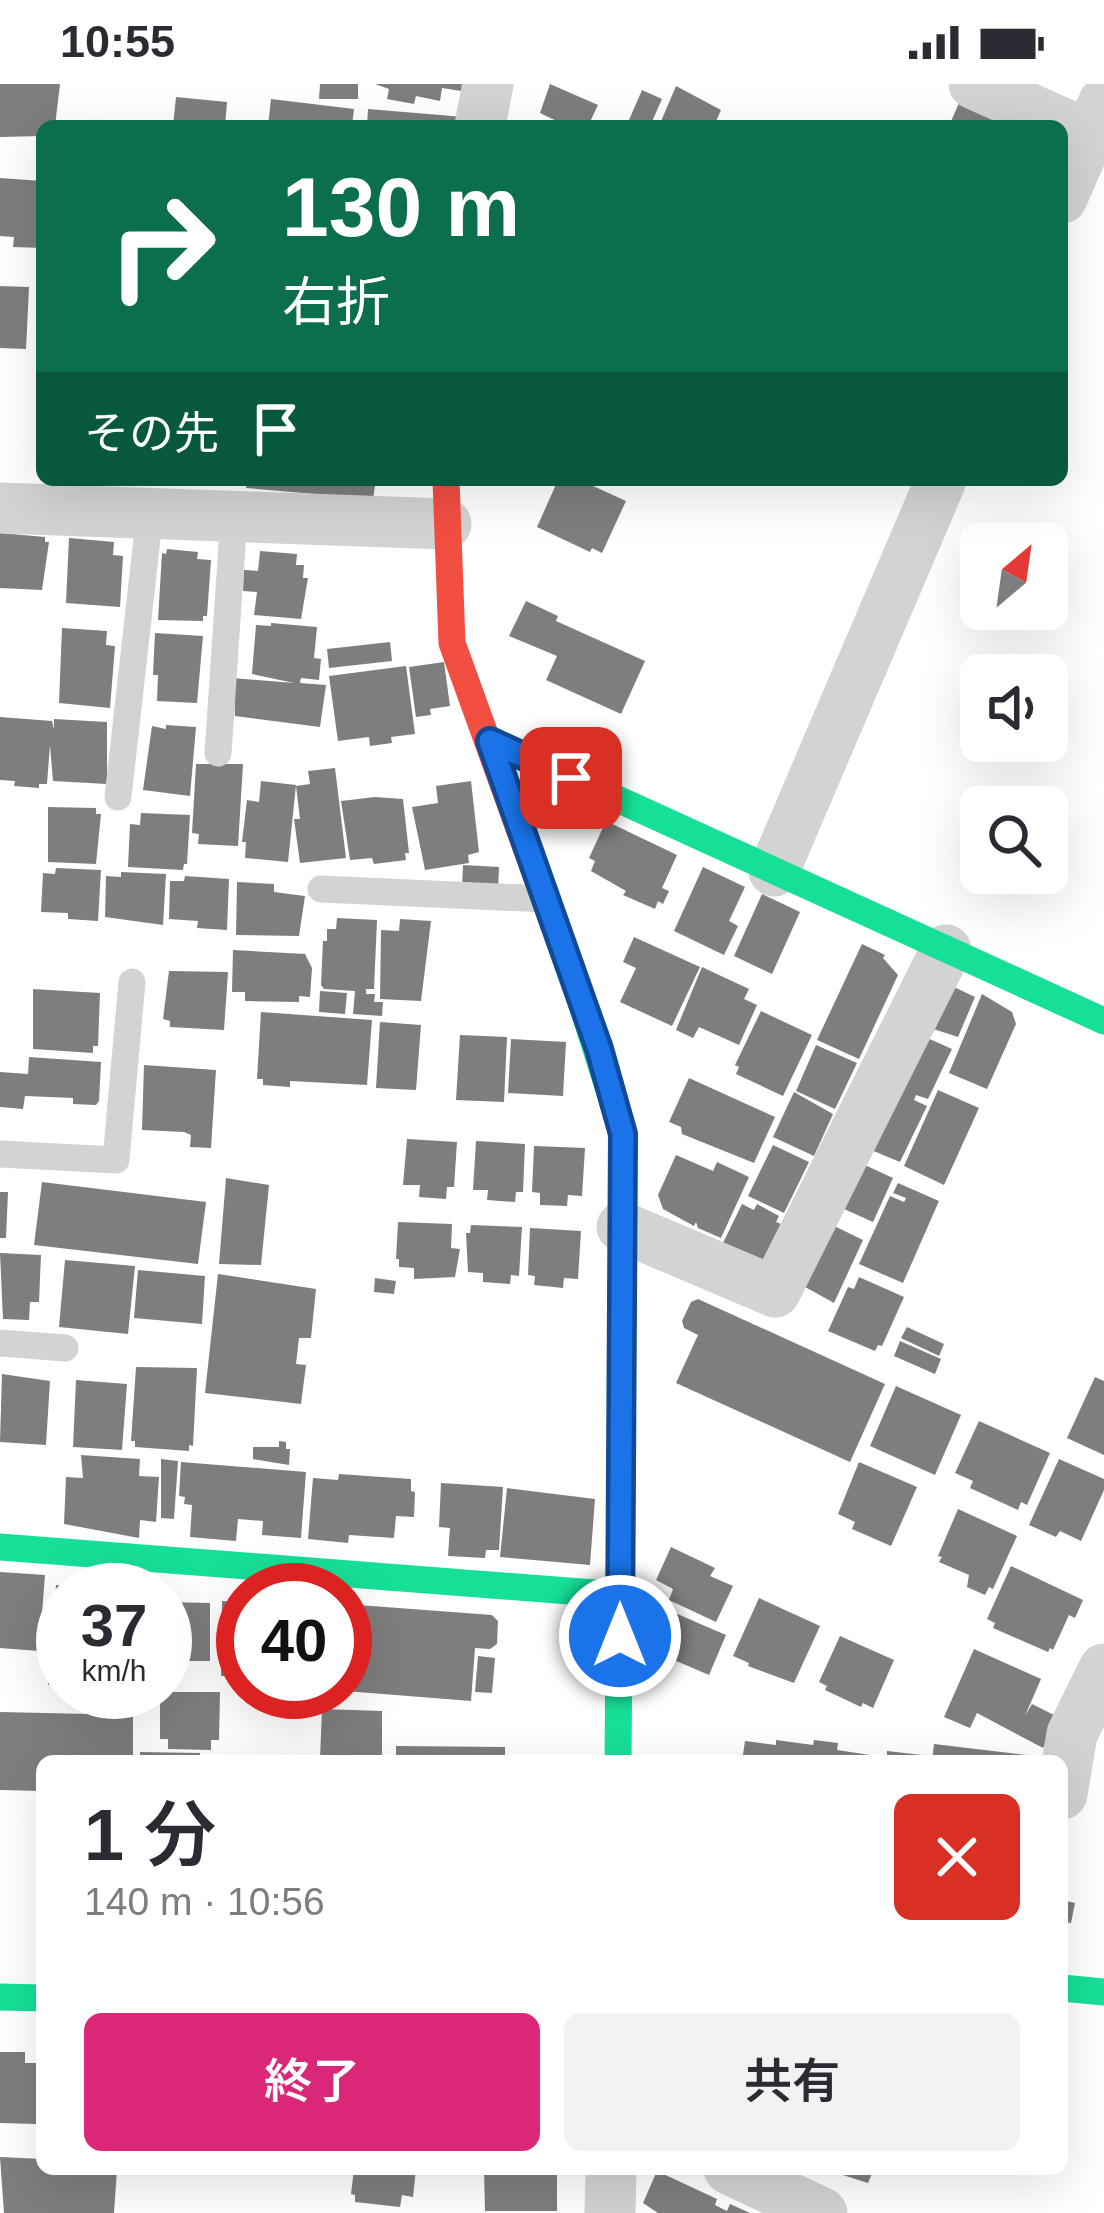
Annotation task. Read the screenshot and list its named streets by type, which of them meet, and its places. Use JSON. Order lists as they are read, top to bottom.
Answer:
{
  "north": "top right",
  "page": {
    "status": "10:55",
    "turn": ["130 m", "右折"],
    "then": "その先",
    "speed": "37 km/h",
    "limit": "40",
    "heading": ["1 分", "140 m · 10:56"],
    "buttons": ["終了", "共有"]
  }
}
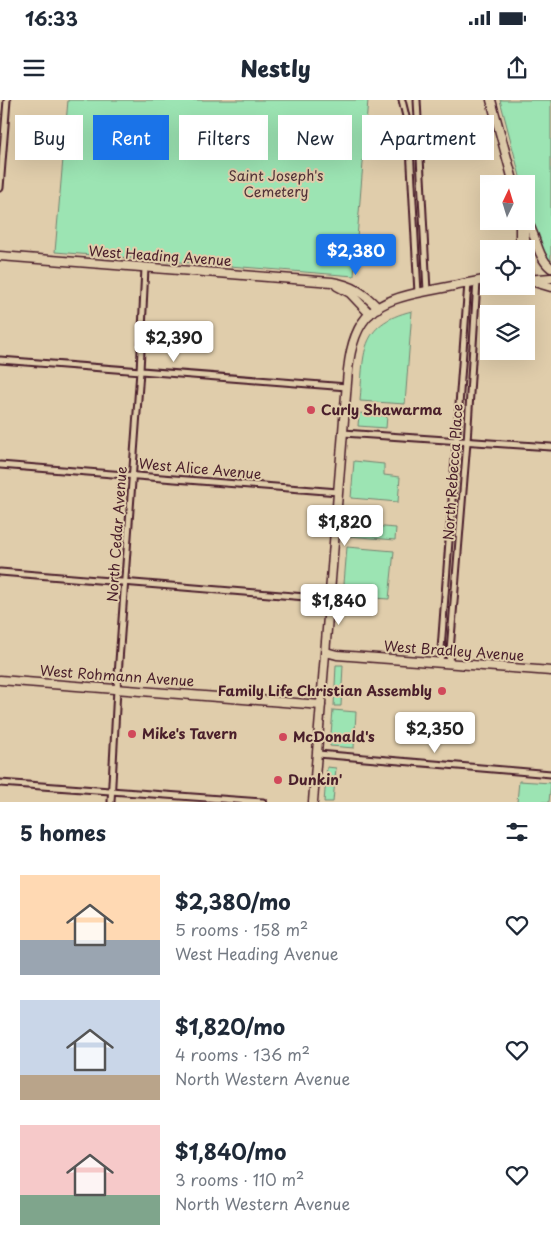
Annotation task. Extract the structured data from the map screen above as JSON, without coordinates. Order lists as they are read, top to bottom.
{
  "streets": {
    "street": [
      "West Heading Avenue",
      "West Alice Avenue",
      "North Rebecca Place",
      "North Cedar Avenue",
      "West Bradley Avenue",
      "West Rohmann Avenue"
    ]
  },
  "crossings": [
    ["West Heading Avenue", "North Cedar Avenue"],
    ["West Alice Avenue", "North Cedar Avenue"],
    ["North Rebecca Place", "West Bradley Avenue"],
    ["North Cedar Avenue", "West Rohmann Avenue"]
  ],
  "parks": ["Saint Joseph's Cemetery"],
  "places": [
    "Curly Shawarma",
    "Family Life Christian Assembly",
    "Mike's Tavern",
    "McDonald's",
    "Dunkin'"
  ],
  "north": "top",
  "page": {
    "status": "16:33",
    "header": "Nestly",
    "chip": [
      "Buy",
      "Rent",
      "Filters",
      "New",
      "Apartment"
    ],
    "price": [
      "$2,380",
      "$2,390",
      "$1,820",
      "$1,840",
      "$2,350"
    ],
    "heading": "5 homes",
    "list": [
      {
        "name": "$2,380/mo",
        "note": "5 rooms · 158 m² · West Heading Avenue"
      },
      {
        "name": "$1,820/mo",
        "note": "4 rooms · 136 m² · North Western Avenue"
      },
      {
        "name": "$1,840/mo",
        "note": "3 rooms · 110 m² · North Western Avenue"
      }
    ]
  }
}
□ □ □ □
TO DO: For the records above, give every line again exactly and skip the pictures.

RESULT OF THE TASK:
Annotation task. Read the screenshot and list its named streets by type, which of them meet, and its places. Use JSON. Order lists as they are read, top to bottom.
Answer:
{
  "north": "top right",
  "page": {
    "status": "10:55",
    "turn": ["130 m", "右折"],
    "then": "その先",
    "speed": "37 km/h",
    "limit": "40",
    "heading": ["1 分", "140 m · 10:56"],
    "buttons": ["終了", "共有"]
  }
}
Annotation task. Extract the structured data from the map screen above as JSON, without coordinates. Order lists as they are read, top to bottom.
{
  "streets": {
    "street": [
      "West Heading Avenue",
      "West Alice Avenue",
      "North Rebecca Place",
      "North Cedar Avenue",
      "West Bradley Avenue",
      "West Rohmann Avenue"
    ]
  },
  "crossings": [
    ["West Heading Avenue", "North Cedar Avenue"],
    ["West Alice Avenue", "North Cedar Avenue"],
    ["North Rebecca Place", "West Bradley Avenue"],
    ["North Cedar Avenue", "West Rohmann Avenue"]
  ],
  "parks": ["Saint Joseph's Cemetery"],
  "places": [
    "Curly Shawarma",
    "Family Life Christian Assembly",
    "Mike's Tavern",
    "McDonald's",
    "Dunkin'"
  ],
  "north": "top",
  "page": {
    "status": "16:33",
    "header": "Nestly",
    "chip": [
      "Buy",
      "Rent",
      "Filters",
      "New",
      "Apartment"
    ],
    "price": [
      "$2,380",
      "$2,390",
      "$1,820",
      "$1,840",
      "$2,350"
    ],
    "heading": "5 homes",
    "list": [
      {
        "name": "$2,380/mo",
        "note": "5 rooms · 158 m² · West Heading Avenue"
      },
      {
        "name": "$1,820/mo",
        "note": "4 rooms · 136 m² · North Western Avenue"
      },
      {
        "name": "$1,840/mo",
        "note": "3 rooms · 110 m² · North Western Avenue"
      }
    ]
  }
}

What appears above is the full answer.